What you will do - In the records below, begin at the line containing "g.lineJoin = 'round';" and end at the line containing "function strokePath(path, color, width, dash)"; quote every line in that span exactly, including both boundary lines, and no others.

Exercise material -
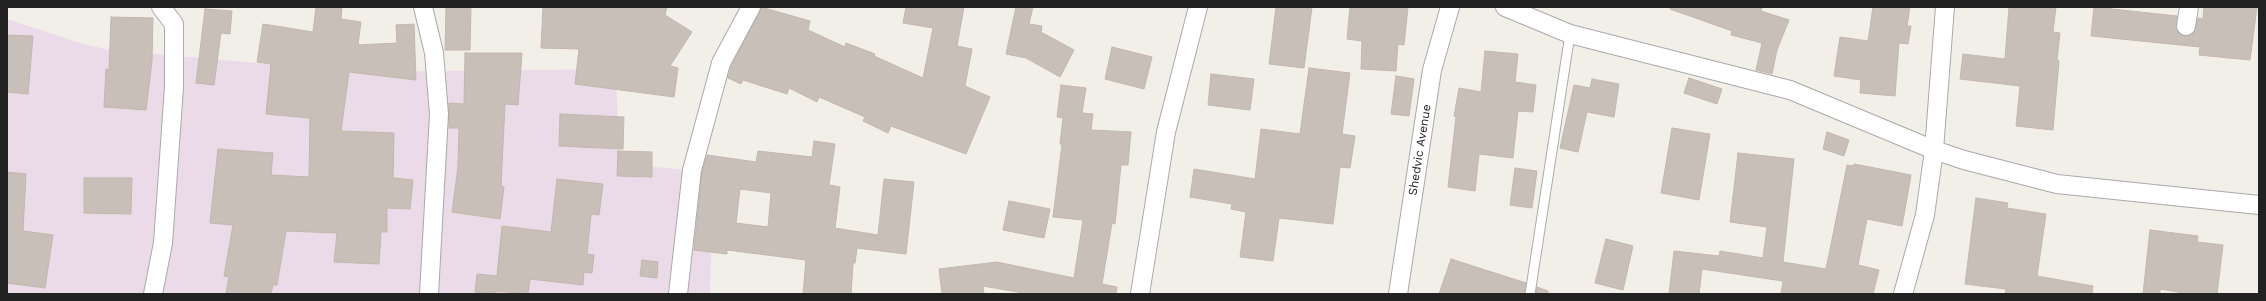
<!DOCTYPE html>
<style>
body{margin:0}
#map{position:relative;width:2266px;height:301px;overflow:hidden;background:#f2efe9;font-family:"Work Sans",sans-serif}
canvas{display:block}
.frame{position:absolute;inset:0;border:8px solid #222;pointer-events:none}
</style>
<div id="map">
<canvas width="2266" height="301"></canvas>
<div class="frame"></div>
</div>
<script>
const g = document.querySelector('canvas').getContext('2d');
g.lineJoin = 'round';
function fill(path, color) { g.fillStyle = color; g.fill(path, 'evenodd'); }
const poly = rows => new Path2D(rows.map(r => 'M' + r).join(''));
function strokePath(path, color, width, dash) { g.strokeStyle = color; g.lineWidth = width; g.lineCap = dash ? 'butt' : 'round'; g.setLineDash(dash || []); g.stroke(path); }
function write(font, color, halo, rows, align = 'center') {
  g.font = font + ' "Work Sans",sans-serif'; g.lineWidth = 4; g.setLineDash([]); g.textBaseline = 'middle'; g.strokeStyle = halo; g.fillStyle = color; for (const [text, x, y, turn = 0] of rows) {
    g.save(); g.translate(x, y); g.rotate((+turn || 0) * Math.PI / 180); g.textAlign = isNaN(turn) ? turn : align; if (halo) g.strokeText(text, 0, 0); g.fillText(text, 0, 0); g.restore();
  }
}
fill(poly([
 [7,19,83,44,110,50,359,72,616,69,619,164,713,172,710,294,7,294]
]), '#ebdbe8');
const building = poly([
 [316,7,342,7,341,19,361,22,358,45,397,43,396,25,414,24,416,80,349,72,341,131,394,133,393,178,413,180,410,209,387,208,387,232,381,232,379,264,334,262,337,233,286,231,277,285,273,285,271,294,226,294,229,277,224,276,233,225,210,223,218,149,273,153,271,175,309,177,310,118,266,114,271,64,257,62,263,24,313,32,316,7],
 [446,7,471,7,470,50,445,50,446,7],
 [543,7,667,7,665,15,692,32,670,66,678,68,674,97,575,84,579,49,541,48,543,7],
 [761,7,810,21,808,30,845,47,846,43,875,54,874,56,923,78,933,28,903,23,906,7,964,7,957,46,972,49,965,86,990,97,966,154,891,126,888,133,863,121,865,117,819,97,817,102,789,88,787,94,743,80,741,84,728,78,731,67,761,7],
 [1016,7,1033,7,1029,24,1042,26,1041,32,1074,50,1060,77,1026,58,1006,54,1016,7],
 [1276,7,1312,7,1304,68,1269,64,1276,7],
 [1350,7,1408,7,1404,45,1398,44,1396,71,1361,69,1362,41,1347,39,1350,7],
 [1671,7,1762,7,1761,11,1789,20,1777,50,1772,74,1756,70,1762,43,1731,35,1732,31,1670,9,1671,7],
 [1873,7,1910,7,1907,26,1911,26,1908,44,1899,43,1895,96,1860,93,1861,80,1834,76,1840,37,1868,41,1873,7],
 [2009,7,2056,7,2053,32,2060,33,2057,60,2059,61,2053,130,2016,126,2020,86,1960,79,1963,54,2005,59,2009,7],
 [2094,7,2177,16,2176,29,2180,34,2185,36,2194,32,2198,18,2203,19,2204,7,2257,7,2250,60,2199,55,2200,47,2091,36,2094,7],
 [205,9,232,11,230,34,221,33,214,85,196,83,205,9],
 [111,17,153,18,152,61,146,110,104,107,106,69,109,70,111,17],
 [7,35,33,36,28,94,7,92,7,35],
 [1112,47,1152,57,1144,89,1105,79,1112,47],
 [1485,51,1518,54,1515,82,1536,85,1533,112,1518,111,1513,158,1479,154,1475,191,1448,187,1456,117,1454,116,1459,88,1481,92,1485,51],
 [465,53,522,53,518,105,505,104,501,186,504,187,500,219,452,212,458,167,459,128,449,128,449,103,464,104,465,53],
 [1309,68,1350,73,1342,134,1355,136,1350,168,1340,167,1333,224,1279,218,1273,261,1240,257,1246,212,1231,209,1232,204,1190,197,1194,169,1255,179,1261,129,1300,134,1309,68],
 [1211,74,1254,79,1250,110,1208,105,1211,74],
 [1396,76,1414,79,1409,116,1391,114,1396,76],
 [1689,78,1722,89,1717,104,1684,93,1689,78],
 [1592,79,1619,84,1614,117,1587,112,1578,152,1560,148,1574,85,1590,88,1592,79],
 [1061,85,1086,88,1082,113,1093,114,1091,130,1131,132,1128,165,1121,165,1115,224,1112,223,1102,284,1117,287,1116,294,1029,294,983,286,984,294,942,294,939,269,997,262,1074,278,1083,220,1053,217,1062,144,1060,144,1063,118,1057,117,1061,85],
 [560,114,624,117,623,149,559,146,560,114],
 [1672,128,1710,134,1699,200,1661,193,1672,128],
 [1827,132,1849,140,1844,156,1823,149,1827,132],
 [814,141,835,144,829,185,840,187,835,228,878,235,884,179,914,182,906,254,857,248,855,263,853,263,851,294,803,294,806,260,727,250,727,254,694,250,702,172,707,155,756,162,758,151,812,157,814,141],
 [740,189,771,193,768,227,736,223,740,189],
 [618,151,652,152,652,177,617,176,618,151],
 [1738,153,1794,159,1783,262,1826,269,1847,165,1853,166,1854,164,1911,175,1902,226,1867,219,1858,265,1879,270,1873,294,1781,294,1783,281,1702,269,1699,294,1669,294,1674,251,1719,256,1720,251,1763,258,1767,227,1730,222,1738,153],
 [1515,168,1537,171,1532,208,1510,205,1515,168],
 [7,172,26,174,23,231,53,235,45,288,7,283,7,172],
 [84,178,132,178,131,214,84,213,84,178],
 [557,179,603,184,599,215,591,214,587,254,594,255,592,273,584,272,583,285,530,279,528,294,496,291,496,294,475,292,477,274,497,276,502,226,551,232,557,179],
 [1976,198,2008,203,2007,208,2046,214,2037,276,2093,286,2092,294,2005,294,2006,289,1965,284,1976,198],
 [1009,201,1050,209,1044,238,1003,230,1009,201],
 [2150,230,2198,236,2197,242,2223,245,2217,294,2189,294,2160,289,2160,294,2143,294,2150,230],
 [1606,239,1633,246,1623,290,1595,283,1606,239],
 [1451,259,1526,283,1524,294,1439,294,1451,259],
 [642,260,658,262,657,278,640,276,642,260],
 [1537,287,1548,291,1548,294,1536,294,1537,287]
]);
fill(building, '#c7bfb8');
strokePath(building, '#c4b6ab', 1);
const service = poly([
 [1530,294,1570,34]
]);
const minor = poly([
 [423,7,434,53,439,114,429,294],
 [1505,7,1570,34,1790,90,1934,150,1964,160,2057,184,2259,205],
 [2186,26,2189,7],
 [153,294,163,243,174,87,174,24,161,7],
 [678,294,692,170,721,63,751,7],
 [1140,294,1166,132,1198,7],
 [1398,294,1432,70,1450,7],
 [1903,294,1925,215,1934,150,1945,7]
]);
strokePath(service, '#a9a9a9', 11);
strokePath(minor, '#a9a9a9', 20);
strokePath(service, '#fff', 9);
strokePath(minor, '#fff', 18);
write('12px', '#222', '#fff', [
 ["Shedvic Avenue",1420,150,-81]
]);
</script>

Answer -
g.lineJoin = 'round';
function fill(path, color) { g.fillStyle = color; g.fill(path, 'evenodd'); }
const poly = rows => new Path2D(rows.map(r => 'M' + r).join(''));
function strokePath(path, color, width, dash) { g.strokeStyle = color; g.lineWidth = width; g.lineCap = dash ? 'butt' : 'round'; g.setLineDash(dash || []); g.stroke(path); }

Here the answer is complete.